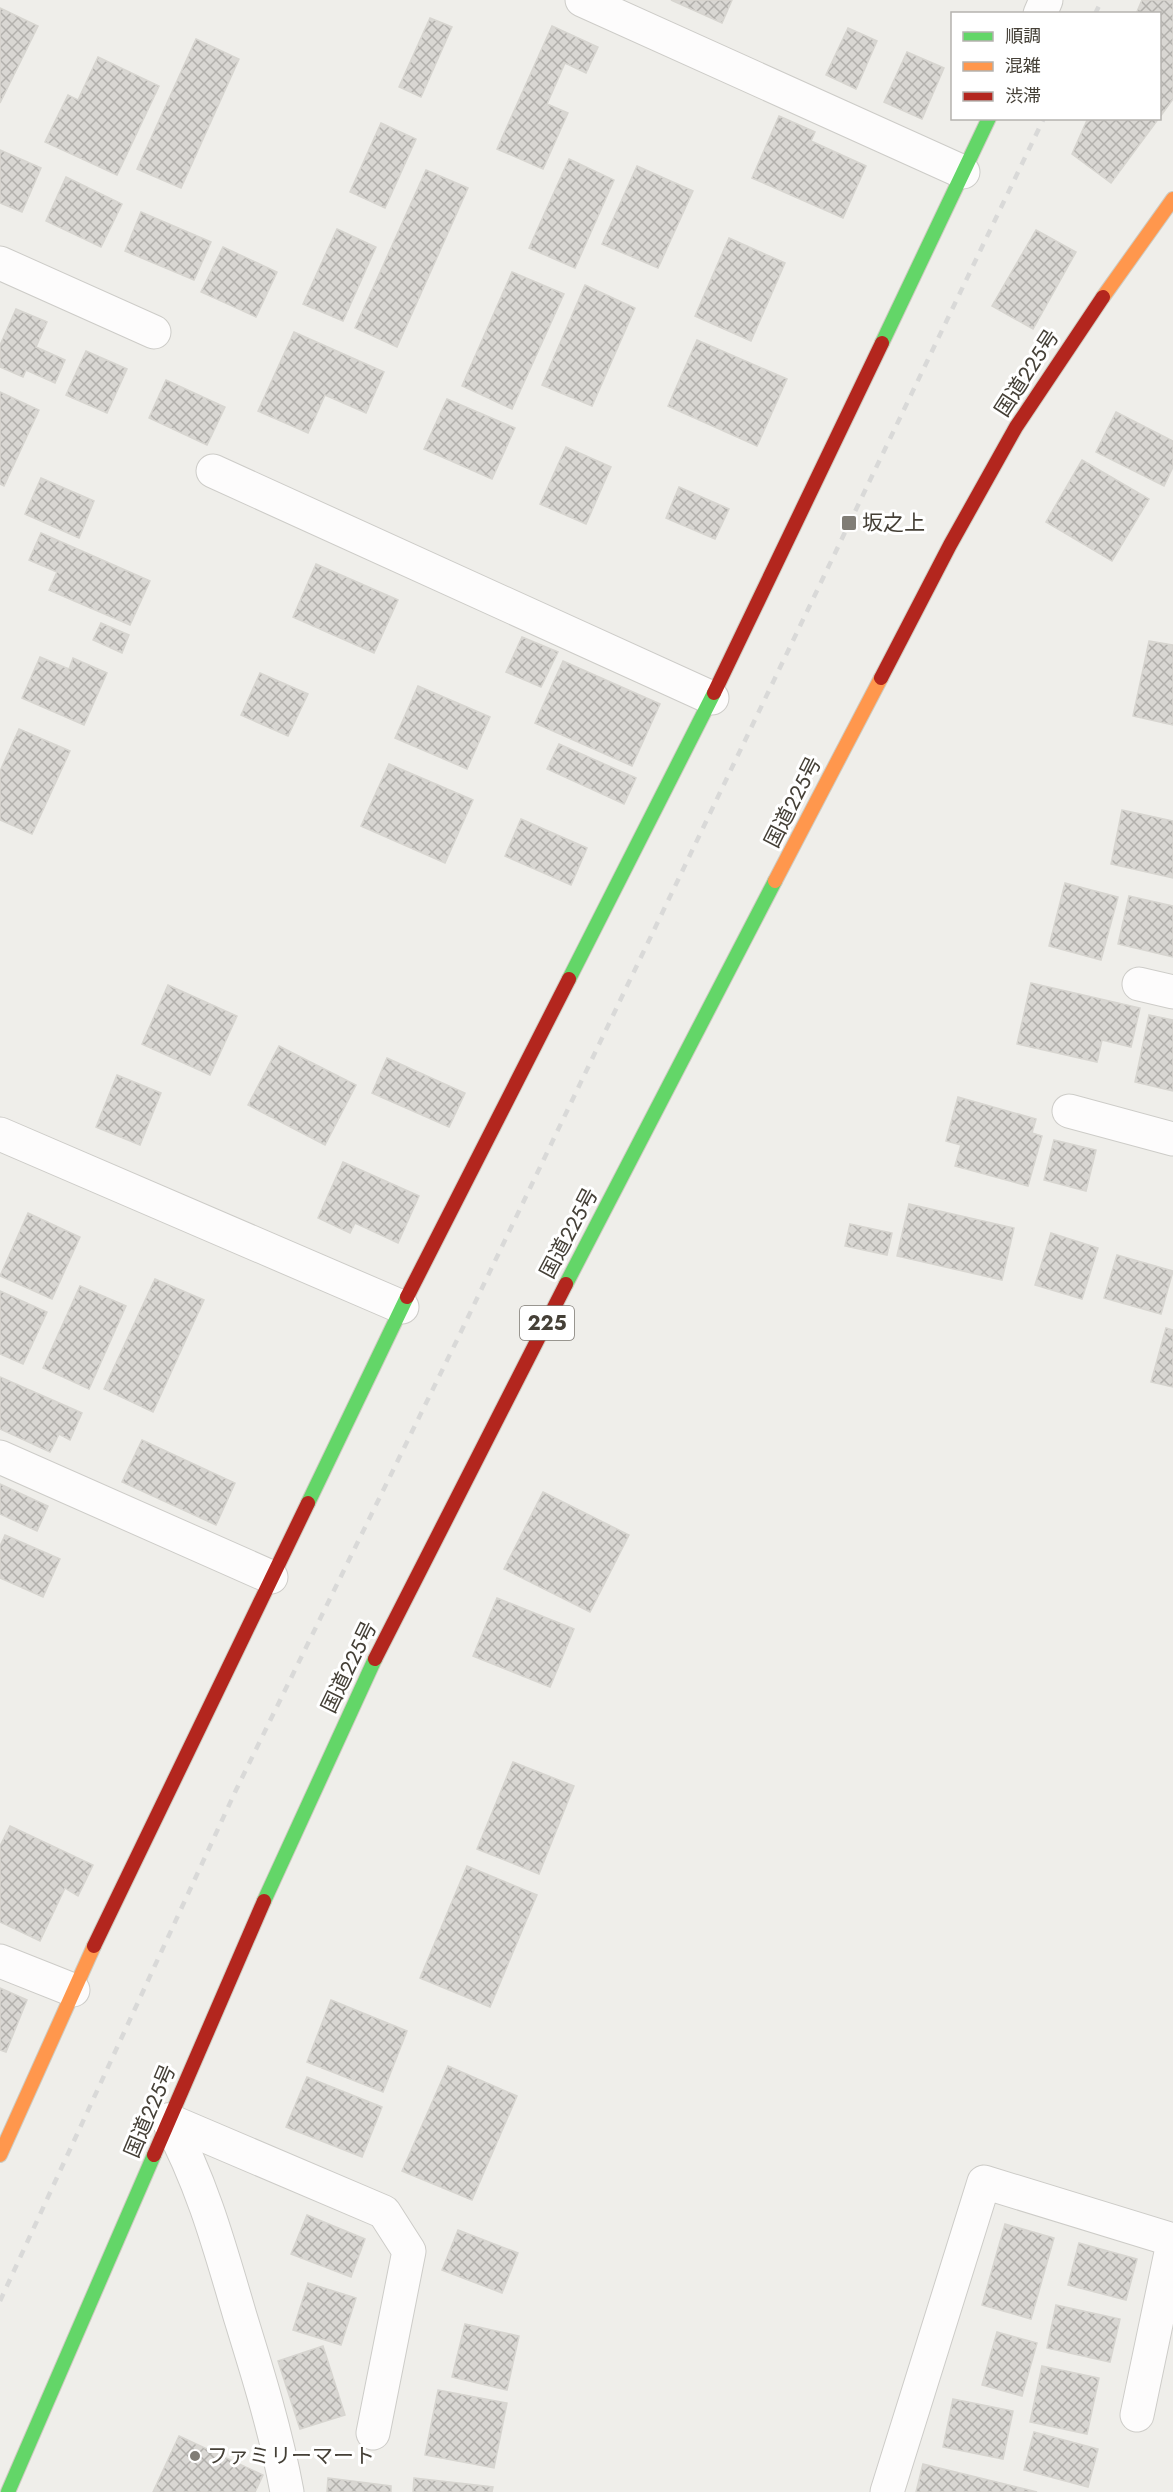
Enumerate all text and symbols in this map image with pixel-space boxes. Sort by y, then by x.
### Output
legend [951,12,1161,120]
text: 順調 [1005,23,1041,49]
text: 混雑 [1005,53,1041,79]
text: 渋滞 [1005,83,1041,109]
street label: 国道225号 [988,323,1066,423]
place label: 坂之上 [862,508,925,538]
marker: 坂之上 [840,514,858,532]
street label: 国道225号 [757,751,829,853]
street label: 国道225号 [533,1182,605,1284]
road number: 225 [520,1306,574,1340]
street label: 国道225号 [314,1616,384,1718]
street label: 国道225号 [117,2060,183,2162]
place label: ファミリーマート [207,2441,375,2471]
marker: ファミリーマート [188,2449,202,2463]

> [Activity] In the copy, include no pictures; transcribe every record above verbatim.

> [Output for this task]
Enumerate all text and symbols in this map image with pixel-space boxes. Sort by y, then by x.
### Output
legend [951,12,1161,120]
text: 順調 [1005,23,1041,49]
text: 混雑 [1005,53,1041,79]
text: 渋滞 [1005,83,1041,109]
street label: 国道225号 [988,323,1066,423]
place label: 坂之上 [862,508,925,538]
marker: 坂之上 [840,514,858,532]
street label: 国道225号 [757,751,829,853]
street label: 国道225号 [533,1182,605,1284]
road number: 225 [520,1306,574,1340]
street label: 国道225号 [314,1616,384,1718]
street label: 国道225号 [117,2060,183,2162]
place label: ファミリーマート [207,2441,375,2471]
marker: ファミリーマート [188,2449,202,2463]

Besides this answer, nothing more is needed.